Lack of Mortality and Cardiovascular Benefits
A systematic review of 85 trials involving 21,708 patients found no significant reduction in all-cause mortality or fatal cardiac-cerebrovascular outcomes when comparing ACEI versus placebo, ARB versus placebo, ACEI versus ARB, or combined ACEI and ARB therapy versus monotherapy1. This suggests that the combination does not offer additional benefits in terms of reducing mortality or severe cardiovascular events.
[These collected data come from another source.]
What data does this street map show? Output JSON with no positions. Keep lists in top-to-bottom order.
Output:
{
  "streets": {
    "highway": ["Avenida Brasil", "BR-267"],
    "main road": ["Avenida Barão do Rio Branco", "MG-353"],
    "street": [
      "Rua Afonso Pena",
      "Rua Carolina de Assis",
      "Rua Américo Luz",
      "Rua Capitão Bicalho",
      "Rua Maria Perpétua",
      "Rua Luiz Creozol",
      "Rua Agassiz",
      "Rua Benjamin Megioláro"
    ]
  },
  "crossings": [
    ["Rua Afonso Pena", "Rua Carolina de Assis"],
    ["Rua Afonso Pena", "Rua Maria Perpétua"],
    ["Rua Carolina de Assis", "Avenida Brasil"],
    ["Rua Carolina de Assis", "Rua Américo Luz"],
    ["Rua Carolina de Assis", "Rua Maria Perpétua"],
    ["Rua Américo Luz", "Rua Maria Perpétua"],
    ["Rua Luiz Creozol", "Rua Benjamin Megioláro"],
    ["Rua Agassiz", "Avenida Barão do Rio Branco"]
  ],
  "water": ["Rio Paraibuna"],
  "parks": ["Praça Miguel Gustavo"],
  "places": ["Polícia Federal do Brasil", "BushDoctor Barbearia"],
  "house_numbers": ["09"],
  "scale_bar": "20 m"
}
Renal Outcomes and Albuminuria
The same review highlighted that while both ACEIs and ARBs independently reduced the progression of microalbuminuria to macroalbuminuria and the development of end-stage kidney disease, the combination therapy did not show superior renal protection compared to monotherapy1. Another study focusing on patients with macroalbuminuric diabetic nephropathy found that combination therapy did not significantly reduce proteinuria and was associated with a higher risk of worsening proteinuria and increased urinary inflammatory cytokines5.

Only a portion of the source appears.